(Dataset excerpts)
——

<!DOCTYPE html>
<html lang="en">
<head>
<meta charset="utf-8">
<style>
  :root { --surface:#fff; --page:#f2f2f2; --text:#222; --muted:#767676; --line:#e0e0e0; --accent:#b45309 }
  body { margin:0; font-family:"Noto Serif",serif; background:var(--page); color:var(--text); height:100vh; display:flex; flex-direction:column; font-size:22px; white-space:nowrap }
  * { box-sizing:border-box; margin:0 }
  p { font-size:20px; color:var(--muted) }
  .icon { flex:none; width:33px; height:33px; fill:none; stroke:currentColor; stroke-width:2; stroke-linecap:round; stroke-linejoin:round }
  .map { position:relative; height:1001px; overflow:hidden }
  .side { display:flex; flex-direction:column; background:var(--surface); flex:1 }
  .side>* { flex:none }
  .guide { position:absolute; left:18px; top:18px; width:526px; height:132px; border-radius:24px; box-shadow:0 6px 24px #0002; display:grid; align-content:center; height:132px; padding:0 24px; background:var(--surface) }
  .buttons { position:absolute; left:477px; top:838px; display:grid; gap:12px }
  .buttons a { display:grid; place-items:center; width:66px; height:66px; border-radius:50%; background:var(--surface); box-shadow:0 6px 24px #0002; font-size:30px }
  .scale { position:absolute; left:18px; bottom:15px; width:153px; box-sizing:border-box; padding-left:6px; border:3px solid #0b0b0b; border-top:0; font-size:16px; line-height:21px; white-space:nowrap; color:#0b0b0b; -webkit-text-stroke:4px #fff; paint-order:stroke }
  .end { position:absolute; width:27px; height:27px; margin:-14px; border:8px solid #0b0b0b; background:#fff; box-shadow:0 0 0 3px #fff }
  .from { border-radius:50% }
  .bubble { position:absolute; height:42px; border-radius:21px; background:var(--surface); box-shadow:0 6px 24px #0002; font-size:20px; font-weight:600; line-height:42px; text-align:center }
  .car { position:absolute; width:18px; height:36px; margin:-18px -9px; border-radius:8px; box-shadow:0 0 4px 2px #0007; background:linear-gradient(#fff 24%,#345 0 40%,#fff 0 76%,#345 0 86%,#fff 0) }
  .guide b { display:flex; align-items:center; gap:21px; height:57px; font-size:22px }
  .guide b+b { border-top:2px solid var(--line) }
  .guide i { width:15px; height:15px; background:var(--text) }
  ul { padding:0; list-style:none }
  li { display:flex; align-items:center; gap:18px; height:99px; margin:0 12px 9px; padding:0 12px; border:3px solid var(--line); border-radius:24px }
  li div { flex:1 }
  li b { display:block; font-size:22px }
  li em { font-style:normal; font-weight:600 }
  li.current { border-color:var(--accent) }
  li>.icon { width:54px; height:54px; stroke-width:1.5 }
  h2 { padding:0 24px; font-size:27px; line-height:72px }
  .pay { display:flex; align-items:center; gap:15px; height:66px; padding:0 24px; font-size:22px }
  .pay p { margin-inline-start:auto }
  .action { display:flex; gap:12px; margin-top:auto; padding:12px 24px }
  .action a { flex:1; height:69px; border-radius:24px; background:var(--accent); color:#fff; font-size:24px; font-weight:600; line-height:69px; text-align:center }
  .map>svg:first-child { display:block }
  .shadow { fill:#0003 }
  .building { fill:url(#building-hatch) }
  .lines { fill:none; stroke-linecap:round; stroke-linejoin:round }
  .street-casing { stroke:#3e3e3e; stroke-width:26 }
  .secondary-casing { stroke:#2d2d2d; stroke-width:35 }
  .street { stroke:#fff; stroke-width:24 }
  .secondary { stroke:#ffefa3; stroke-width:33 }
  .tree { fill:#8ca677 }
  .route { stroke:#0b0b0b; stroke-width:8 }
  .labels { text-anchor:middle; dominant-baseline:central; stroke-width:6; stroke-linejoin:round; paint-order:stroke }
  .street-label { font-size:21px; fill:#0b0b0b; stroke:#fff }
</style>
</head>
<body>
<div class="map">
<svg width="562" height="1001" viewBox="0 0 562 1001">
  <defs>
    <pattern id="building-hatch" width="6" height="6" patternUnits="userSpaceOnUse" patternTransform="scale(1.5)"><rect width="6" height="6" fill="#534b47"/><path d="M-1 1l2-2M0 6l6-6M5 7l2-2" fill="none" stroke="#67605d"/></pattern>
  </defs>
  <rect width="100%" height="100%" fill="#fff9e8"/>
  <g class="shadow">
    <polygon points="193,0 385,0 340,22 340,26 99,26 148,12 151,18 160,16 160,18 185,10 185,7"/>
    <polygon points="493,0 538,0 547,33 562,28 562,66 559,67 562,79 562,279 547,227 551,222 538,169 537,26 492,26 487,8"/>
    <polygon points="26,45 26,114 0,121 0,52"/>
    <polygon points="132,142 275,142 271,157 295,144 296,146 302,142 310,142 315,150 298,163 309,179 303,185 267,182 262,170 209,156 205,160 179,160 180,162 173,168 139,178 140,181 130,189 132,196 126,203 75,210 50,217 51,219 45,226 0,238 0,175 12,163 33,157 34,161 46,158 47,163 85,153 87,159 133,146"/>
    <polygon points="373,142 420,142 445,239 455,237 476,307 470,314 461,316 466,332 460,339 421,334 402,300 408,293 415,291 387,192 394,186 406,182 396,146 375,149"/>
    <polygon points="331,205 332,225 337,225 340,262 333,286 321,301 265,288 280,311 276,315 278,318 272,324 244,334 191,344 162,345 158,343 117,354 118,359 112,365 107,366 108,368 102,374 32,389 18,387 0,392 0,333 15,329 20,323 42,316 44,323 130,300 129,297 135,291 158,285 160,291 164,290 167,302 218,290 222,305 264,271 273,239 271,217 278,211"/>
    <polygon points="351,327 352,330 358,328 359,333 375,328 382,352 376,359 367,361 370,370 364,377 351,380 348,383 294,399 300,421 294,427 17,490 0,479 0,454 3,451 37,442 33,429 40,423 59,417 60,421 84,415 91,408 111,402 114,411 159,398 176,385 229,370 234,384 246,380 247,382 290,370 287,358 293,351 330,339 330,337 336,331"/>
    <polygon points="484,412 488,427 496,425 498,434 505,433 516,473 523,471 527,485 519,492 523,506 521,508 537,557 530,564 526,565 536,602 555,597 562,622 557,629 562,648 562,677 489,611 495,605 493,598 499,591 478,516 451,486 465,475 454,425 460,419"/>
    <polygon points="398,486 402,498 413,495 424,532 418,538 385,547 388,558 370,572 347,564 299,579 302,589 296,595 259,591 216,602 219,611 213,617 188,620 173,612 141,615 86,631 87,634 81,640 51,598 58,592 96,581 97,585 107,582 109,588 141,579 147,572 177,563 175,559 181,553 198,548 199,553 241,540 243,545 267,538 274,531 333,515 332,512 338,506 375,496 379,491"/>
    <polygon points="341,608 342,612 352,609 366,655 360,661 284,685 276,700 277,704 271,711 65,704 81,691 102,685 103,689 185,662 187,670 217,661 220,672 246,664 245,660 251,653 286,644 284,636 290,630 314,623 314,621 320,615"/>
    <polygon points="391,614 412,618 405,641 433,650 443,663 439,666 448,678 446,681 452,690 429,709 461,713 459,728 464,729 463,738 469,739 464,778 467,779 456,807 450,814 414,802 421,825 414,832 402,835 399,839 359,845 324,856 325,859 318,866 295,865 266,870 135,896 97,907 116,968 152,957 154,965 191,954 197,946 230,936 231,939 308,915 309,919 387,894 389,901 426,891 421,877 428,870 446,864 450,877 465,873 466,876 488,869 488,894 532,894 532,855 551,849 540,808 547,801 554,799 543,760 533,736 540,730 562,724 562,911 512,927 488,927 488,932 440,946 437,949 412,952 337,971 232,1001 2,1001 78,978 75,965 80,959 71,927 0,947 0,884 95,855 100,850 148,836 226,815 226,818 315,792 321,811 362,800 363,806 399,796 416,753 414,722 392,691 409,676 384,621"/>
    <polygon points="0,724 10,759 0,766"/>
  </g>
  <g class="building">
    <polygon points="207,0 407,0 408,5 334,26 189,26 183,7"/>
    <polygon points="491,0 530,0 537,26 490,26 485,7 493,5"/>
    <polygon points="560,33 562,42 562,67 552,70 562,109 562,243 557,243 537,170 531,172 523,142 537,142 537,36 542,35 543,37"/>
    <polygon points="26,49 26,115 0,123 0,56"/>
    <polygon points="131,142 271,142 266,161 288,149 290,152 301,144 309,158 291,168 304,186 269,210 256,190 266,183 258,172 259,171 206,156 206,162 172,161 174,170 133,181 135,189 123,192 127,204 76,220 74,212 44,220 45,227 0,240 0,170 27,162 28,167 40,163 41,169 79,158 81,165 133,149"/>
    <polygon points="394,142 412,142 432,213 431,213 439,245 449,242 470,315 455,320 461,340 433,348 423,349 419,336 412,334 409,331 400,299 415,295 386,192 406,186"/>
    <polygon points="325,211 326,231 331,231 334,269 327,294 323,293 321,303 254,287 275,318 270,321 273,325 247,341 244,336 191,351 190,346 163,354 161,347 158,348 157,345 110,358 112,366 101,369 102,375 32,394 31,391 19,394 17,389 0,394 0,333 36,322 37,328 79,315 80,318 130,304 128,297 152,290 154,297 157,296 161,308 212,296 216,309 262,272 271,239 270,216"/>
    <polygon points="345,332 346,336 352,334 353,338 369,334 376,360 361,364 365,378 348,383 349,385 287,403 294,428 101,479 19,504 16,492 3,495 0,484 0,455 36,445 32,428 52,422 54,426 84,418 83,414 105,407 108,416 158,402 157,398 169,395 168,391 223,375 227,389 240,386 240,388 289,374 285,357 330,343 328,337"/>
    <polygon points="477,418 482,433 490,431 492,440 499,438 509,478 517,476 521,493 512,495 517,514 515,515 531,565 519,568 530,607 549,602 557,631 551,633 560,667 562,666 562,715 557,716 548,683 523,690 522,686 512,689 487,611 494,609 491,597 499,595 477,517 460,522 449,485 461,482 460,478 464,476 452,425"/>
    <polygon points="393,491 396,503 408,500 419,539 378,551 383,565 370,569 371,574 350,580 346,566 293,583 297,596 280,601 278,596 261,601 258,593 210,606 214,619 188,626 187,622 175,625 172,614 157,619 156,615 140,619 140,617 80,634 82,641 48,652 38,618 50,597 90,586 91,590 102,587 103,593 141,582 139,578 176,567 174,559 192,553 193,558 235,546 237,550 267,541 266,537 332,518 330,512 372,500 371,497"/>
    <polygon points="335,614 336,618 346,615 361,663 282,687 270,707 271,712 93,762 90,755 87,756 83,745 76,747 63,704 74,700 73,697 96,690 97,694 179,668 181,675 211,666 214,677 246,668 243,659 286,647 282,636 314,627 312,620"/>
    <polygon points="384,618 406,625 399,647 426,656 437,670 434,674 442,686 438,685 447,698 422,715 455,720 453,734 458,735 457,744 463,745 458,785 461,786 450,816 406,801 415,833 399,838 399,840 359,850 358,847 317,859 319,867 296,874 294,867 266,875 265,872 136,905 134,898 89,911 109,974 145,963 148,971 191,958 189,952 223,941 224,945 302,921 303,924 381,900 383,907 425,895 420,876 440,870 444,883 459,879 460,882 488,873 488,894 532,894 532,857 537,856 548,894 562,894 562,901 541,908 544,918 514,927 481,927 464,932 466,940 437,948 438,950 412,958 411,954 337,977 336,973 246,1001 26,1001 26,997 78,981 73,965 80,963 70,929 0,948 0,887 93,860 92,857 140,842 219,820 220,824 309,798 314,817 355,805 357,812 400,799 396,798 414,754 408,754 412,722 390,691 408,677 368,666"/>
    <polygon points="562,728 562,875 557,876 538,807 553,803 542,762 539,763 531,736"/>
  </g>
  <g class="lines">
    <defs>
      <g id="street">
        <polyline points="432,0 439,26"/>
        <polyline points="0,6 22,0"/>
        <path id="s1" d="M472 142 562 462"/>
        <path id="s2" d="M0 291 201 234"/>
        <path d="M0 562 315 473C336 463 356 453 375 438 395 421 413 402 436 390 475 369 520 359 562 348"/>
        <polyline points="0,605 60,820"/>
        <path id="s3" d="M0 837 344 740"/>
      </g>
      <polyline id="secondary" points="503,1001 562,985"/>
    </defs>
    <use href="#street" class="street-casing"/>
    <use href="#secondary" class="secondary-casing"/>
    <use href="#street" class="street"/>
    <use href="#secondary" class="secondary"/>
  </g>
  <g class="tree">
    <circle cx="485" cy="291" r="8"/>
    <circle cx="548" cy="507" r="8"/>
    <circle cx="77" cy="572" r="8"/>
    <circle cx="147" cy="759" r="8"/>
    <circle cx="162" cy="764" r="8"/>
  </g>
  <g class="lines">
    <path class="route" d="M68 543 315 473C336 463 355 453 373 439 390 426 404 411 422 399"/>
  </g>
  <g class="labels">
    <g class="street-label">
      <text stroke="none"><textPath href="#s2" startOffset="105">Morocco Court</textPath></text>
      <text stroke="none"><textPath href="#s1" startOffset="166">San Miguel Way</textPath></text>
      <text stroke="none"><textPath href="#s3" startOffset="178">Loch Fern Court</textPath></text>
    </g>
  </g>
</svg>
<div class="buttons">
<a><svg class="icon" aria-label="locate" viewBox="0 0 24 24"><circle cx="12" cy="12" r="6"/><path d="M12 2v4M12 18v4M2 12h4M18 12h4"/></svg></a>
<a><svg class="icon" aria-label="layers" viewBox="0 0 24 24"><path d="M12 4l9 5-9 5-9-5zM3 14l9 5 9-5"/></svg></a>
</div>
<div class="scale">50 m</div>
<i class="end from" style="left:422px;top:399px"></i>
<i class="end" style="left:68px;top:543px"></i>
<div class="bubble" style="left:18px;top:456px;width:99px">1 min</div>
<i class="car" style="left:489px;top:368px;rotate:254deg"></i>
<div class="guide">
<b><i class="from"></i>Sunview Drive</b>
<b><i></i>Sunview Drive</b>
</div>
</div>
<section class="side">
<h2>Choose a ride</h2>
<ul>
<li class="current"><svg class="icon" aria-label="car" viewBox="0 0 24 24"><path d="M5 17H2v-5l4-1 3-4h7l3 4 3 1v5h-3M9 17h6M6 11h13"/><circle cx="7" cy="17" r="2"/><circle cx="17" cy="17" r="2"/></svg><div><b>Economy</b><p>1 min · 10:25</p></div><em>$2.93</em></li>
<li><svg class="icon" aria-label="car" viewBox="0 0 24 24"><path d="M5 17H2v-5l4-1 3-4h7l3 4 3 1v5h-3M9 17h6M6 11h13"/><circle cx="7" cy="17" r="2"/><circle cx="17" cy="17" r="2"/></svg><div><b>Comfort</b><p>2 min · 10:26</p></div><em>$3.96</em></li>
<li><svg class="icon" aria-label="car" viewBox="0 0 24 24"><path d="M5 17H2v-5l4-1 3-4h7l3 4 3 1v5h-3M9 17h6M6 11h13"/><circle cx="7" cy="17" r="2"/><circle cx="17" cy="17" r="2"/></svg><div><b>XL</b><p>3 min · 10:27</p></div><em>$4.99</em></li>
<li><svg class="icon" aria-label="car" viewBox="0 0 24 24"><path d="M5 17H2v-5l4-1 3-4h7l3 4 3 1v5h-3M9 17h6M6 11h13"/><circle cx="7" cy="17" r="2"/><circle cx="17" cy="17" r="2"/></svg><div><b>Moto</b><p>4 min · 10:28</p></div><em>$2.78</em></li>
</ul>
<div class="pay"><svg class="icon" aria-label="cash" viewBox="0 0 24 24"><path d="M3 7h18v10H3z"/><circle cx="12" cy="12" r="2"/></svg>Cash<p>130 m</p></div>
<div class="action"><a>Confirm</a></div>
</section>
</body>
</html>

——

From the records above, reproduce exactly the lines from the one with "position:absolute; height:42px; border-radius:21px;" to the one with "flex:1; height:69px; border-radius:24px;", both included, and no others.

### OUTPUT OF THE EXERCISE
  .bubble { position:absolute; height:42px; border-radius:21px; background:var(--surface); box-shadow:0 6px 24px #0002; font-size:20px; font-weight:600; line-height:42px; text-align:center }
  .car { position:absolute; width:18px; height:36px; margin:-18px -9px; border-radius:8px; box-shadow:0 0 4px 2px #0007; background:linear-gradient(#fff 24%,#345 0 40%,#fff 0 76%,#345 0 86%,#fff 0) }
  .guide b { display:flex; align-items:center; gap:21px; height:57px; font-size:22px }
  .guide b+b { border-top:2px solid var(--line) }
  .guide i { width:15px; height:15px; background:var(--text) }
  ul { padding:0; list-style:none }
  li { display:flex; align-items:center; gap:18px; height:99px; margin:0 12px 9px; padding:0 12px; border:3px solid var(--line); border-radius:24px }
  li div { flex:1 }
  li b { display:block; font-size:22px }
  li em { font-style:normal; font-weight:600 }
  li.current { border-color:var(--accent) }
  li>.icon { width:54px; height:54px; stroke-width:1.5 }
  h2 { padding:0 24px; font-size:27px; line-height:72px }
  .pay { display:flex; align-items:center; gap:15px; height:66px; padding:0 24px; font-size:22px }
  .pay p { margin-inline-start:auto }
  .action { display:flex; gap:12px; margin-top:auto; padding:12px 24px }
  .action a { flex:1; height:69px; border-radius:24px; background:var(--accent); color:#fff; font-size:24px; font-weight:600; line-height:69px; text-align:center }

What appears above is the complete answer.